Tin Daily Review, May 11, 2026
Today, China's tin futures overall exhibited a retreat-after-rapid-rise pattern. The most-traded SHFE tin contract opened at 421,420 yuan/mt in the morning, reached an intraday high of 432,690 yuan/mt before easing lower, and closed at 423,310 yuan/mt in the afternoon, recording an intraday decline of 0.69%. On the LME side, three-month tin saw a slight rebound after 4:00 PM China time, temporarily quoted at $54,645/mt, up 1.19%.
Recent futures movements were primarily driven by a combination of macro sentiment, capital allocation willingness, and supply-side news. Expectations of accelerated production resumptions in China's manufacturing sector after the holiday boosted capital's willingness to go long on industrial products. Coupled with the strengthening of ex-China tech stocks, this fueled a warmer market attitude toward industrial metals related to technology applications, strengthening bullish sentiment. Meanwhile, some contraction in ex-China ore and tin ingot supply in April, combined with the return of capital after the holiday, jointly provided momentum for futures to rise. Currently, the ex-China geopolitical situation saw no substantive progress, with the US and Iran still in the negotiation and bargaining phase over peace terms. The direct impact of the Middle East situation on futures weakened, with its disruptive magnitude narrowing in the absence of decisive developments, though it still retained some guiding influence. At the same time, hawkish signals released by the US Fed strengthened the US dollar, which, combined with weak downstream follow-through due to elevated absolute price levels, jointly constrained further price rises and contributed to the intraday retreat after the rapid rise.
Today's spot market showed mediocre performance throughout the day, with afternoon shipments largely consistent with the morning. As futures surged intraday, the elevated absolute prices continued to suppress spot transactions. Meanwhile, with the traditional "Golden March, Silver April" peak consumption season fading, end-user order pace slowed, downstream enterprises showed weak purchasing momentum, and market participants were cautious in their purchases. Wait-and-see sentiment prevailed broadly, and overall trading activity was sluggish.

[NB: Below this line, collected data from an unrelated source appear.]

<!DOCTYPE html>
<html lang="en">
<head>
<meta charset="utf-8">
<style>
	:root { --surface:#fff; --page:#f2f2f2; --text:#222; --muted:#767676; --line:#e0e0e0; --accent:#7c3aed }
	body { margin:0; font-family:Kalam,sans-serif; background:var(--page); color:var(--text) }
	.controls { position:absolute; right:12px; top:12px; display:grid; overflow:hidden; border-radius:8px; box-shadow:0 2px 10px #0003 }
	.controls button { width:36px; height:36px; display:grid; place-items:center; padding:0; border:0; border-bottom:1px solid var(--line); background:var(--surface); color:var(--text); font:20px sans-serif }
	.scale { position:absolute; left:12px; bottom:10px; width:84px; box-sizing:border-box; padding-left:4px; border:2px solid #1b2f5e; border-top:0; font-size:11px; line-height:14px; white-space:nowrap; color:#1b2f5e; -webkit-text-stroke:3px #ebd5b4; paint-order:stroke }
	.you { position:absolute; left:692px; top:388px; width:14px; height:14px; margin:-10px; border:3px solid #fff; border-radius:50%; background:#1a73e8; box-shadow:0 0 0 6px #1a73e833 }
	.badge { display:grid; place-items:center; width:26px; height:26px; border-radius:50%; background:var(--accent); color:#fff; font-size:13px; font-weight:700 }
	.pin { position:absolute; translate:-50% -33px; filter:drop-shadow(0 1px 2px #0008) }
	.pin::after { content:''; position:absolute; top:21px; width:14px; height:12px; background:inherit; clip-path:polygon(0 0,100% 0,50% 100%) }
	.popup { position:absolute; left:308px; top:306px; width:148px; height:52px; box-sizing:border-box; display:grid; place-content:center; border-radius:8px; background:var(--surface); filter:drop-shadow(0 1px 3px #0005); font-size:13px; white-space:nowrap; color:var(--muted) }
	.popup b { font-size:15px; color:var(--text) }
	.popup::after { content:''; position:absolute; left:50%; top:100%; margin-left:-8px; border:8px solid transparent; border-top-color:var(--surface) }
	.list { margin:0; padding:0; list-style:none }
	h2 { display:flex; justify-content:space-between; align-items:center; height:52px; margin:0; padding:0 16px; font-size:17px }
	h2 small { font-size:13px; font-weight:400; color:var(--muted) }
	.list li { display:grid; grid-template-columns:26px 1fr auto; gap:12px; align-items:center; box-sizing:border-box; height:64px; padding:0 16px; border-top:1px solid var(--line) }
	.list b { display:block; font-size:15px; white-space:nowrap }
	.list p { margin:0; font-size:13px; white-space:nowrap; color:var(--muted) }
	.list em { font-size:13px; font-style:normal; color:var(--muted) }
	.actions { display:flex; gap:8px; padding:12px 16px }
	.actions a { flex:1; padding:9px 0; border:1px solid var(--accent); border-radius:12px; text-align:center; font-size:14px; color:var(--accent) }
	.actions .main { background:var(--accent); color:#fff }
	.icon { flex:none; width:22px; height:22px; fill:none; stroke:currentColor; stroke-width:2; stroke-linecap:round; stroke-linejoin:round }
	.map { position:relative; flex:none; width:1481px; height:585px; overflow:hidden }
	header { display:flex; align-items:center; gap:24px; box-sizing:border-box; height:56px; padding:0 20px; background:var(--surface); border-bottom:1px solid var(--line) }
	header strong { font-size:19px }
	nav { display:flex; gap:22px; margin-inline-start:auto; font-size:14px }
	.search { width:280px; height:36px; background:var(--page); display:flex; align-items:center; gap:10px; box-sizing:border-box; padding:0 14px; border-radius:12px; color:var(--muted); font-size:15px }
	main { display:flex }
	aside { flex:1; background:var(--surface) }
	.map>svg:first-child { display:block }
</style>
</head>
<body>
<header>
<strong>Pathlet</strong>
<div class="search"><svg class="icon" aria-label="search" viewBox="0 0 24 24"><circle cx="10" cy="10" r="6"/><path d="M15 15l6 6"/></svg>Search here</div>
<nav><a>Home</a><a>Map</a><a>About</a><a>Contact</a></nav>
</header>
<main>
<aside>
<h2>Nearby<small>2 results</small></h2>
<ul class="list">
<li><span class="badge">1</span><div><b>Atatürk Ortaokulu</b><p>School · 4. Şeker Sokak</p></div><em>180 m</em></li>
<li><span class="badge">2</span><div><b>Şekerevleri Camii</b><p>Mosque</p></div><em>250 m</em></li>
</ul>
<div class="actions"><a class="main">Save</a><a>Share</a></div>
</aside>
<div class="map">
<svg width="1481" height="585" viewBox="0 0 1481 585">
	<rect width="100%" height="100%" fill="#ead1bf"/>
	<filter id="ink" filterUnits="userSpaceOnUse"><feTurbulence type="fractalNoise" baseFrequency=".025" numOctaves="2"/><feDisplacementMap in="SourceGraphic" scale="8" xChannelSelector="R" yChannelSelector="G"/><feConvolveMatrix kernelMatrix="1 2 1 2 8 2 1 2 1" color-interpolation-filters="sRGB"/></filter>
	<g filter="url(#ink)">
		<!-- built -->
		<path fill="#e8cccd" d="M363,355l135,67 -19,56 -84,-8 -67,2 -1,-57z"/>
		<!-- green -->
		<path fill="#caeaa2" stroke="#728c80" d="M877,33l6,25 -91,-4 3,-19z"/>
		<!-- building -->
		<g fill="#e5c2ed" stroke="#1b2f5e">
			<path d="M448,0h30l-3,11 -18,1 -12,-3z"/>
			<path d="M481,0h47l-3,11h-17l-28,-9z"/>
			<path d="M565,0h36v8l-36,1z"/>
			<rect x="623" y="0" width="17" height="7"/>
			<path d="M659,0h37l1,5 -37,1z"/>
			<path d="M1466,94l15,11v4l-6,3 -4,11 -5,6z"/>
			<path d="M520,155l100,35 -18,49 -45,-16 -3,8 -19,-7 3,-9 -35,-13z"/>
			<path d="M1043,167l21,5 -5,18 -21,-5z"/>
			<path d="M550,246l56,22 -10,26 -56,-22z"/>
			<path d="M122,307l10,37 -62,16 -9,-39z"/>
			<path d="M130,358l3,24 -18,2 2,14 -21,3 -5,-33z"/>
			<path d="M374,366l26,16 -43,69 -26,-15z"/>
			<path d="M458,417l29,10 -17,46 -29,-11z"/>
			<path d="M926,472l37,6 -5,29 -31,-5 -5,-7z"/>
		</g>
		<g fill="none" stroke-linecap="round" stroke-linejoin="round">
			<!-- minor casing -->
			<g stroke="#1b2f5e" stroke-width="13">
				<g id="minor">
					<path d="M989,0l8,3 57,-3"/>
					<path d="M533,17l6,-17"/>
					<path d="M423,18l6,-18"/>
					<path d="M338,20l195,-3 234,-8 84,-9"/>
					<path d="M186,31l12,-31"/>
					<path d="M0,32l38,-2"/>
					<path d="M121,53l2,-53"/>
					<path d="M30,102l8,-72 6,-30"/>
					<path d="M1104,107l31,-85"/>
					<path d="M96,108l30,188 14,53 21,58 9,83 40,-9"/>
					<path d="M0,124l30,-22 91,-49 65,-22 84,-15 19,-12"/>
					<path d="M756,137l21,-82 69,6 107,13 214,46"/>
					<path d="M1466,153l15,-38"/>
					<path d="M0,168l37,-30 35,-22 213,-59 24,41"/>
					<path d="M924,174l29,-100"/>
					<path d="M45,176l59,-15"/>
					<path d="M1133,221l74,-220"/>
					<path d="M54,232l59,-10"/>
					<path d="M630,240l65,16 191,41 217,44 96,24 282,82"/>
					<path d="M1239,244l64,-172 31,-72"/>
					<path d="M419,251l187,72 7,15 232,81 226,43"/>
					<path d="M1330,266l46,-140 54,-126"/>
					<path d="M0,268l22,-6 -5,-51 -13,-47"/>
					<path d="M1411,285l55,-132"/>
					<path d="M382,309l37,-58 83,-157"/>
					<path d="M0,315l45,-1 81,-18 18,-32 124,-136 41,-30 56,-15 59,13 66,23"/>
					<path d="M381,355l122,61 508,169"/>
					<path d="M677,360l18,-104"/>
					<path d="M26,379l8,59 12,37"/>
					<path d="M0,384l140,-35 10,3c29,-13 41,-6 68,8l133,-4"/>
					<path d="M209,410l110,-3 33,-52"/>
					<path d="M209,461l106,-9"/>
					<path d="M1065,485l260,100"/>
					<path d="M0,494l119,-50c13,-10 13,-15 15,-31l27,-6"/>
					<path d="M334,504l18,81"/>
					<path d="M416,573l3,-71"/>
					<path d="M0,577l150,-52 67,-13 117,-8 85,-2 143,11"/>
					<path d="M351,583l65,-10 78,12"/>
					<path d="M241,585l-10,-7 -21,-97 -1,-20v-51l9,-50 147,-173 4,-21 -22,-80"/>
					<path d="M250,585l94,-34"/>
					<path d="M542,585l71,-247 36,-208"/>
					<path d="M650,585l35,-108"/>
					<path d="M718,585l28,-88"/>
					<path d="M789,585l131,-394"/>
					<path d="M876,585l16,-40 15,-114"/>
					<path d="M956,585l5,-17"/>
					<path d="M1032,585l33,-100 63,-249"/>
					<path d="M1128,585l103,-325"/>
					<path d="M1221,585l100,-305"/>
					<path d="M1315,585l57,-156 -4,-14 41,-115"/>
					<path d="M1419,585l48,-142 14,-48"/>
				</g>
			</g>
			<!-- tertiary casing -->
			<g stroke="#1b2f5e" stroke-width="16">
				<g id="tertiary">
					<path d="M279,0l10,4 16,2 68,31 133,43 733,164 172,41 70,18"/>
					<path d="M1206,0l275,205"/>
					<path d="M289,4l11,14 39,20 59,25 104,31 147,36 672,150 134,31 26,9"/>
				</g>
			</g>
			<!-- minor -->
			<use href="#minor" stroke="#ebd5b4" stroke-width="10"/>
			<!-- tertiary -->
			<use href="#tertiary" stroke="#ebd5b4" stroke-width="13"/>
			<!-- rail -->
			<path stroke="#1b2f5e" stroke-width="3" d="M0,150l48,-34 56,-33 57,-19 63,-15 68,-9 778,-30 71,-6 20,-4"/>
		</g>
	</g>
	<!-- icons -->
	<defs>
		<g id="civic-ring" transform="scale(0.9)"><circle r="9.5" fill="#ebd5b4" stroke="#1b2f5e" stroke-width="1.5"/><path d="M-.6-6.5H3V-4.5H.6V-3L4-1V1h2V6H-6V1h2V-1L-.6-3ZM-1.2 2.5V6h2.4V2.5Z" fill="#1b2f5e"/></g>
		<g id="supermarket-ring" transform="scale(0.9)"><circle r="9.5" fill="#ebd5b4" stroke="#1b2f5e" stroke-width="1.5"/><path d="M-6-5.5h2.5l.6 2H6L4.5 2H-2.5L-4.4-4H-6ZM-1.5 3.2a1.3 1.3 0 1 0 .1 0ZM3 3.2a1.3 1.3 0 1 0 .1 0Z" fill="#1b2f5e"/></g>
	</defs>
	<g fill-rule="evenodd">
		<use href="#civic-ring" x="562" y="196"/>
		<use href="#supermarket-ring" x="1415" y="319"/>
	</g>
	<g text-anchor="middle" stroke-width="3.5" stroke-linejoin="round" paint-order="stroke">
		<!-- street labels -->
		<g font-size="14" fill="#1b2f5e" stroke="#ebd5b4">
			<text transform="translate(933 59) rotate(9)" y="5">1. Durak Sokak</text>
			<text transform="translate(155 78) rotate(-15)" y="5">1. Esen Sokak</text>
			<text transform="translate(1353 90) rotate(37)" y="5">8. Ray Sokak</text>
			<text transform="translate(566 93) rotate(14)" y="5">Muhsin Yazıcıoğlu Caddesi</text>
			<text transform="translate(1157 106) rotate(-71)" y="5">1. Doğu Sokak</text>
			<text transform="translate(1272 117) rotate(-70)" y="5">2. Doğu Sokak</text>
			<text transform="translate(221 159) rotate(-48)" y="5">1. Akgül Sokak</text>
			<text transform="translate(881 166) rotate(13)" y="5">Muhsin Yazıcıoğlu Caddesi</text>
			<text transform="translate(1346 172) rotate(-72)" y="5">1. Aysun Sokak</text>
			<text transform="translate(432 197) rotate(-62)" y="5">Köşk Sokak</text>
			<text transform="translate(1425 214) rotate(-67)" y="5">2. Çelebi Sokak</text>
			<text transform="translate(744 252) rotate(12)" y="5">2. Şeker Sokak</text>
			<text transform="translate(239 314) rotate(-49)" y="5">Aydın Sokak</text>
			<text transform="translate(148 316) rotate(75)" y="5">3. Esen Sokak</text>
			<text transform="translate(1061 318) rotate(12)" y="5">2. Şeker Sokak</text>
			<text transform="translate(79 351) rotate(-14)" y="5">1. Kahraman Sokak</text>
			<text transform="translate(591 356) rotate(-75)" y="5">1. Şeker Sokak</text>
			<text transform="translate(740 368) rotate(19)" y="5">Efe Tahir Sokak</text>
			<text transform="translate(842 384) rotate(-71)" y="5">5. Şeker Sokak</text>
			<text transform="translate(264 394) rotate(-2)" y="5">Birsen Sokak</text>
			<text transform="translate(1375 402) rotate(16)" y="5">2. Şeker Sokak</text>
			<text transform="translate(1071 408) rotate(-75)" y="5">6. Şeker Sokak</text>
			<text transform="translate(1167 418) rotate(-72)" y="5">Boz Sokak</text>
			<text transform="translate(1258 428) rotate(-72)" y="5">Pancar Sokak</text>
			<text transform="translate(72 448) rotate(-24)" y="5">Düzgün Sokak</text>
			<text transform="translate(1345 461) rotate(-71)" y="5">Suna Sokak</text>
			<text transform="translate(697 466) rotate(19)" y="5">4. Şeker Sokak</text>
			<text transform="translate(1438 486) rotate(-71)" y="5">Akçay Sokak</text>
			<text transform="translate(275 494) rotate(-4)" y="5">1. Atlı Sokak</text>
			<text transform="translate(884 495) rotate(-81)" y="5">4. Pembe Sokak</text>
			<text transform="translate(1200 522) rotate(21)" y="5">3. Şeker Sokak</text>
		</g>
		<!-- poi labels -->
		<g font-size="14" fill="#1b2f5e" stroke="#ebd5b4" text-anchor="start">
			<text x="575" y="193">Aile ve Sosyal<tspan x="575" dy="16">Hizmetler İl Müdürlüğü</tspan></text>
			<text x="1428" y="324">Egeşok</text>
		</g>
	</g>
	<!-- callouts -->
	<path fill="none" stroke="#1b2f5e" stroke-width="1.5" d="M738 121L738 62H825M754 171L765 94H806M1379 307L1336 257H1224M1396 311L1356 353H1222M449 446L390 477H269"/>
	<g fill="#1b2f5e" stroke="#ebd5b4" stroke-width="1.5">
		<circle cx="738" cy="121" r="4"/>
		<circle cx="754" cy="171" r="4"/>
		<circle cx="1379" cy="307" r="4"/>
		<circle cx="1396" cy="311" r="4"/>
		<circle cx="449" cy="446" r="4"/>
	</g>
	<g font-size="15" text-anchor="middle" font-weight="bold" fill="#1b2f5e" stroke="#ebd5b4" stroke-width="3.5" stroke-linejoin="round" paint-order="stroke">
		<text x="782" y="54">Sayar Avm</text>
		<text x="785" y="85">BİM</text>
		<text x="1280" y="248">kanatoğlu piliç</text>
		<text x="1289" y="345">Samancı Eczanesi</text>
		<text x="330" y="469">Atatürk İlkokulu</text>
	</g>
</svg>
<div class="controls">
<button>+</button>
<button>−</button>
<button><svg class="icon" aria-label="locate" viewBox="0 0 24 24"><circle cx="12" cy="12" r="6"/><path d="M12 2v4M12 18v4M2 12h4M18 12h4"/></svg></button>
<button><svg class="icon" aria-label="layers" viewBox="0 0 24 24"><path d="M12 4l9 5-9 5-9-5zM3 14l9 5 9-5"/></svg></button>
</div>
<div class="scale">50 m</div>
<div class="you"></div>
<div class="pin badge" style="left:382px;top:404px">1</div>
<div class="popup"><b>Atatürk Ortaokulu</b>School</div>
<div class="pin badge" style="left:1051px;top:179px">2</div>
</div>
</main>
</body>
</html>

Overall, today's retreat after rapid rise in tin prices reflected the mutual restraint between the warmer macro sentiment and the high-price fundamental reality. The most-traded SHFE tin contract is expected to continue moving sideways within an elevated range in the near term. Continued attention should be paid to shifts in macro sentiment, as well as the guidance that actual circulation of tin ingots from major ex-China producing regions in May may provide on the supply side.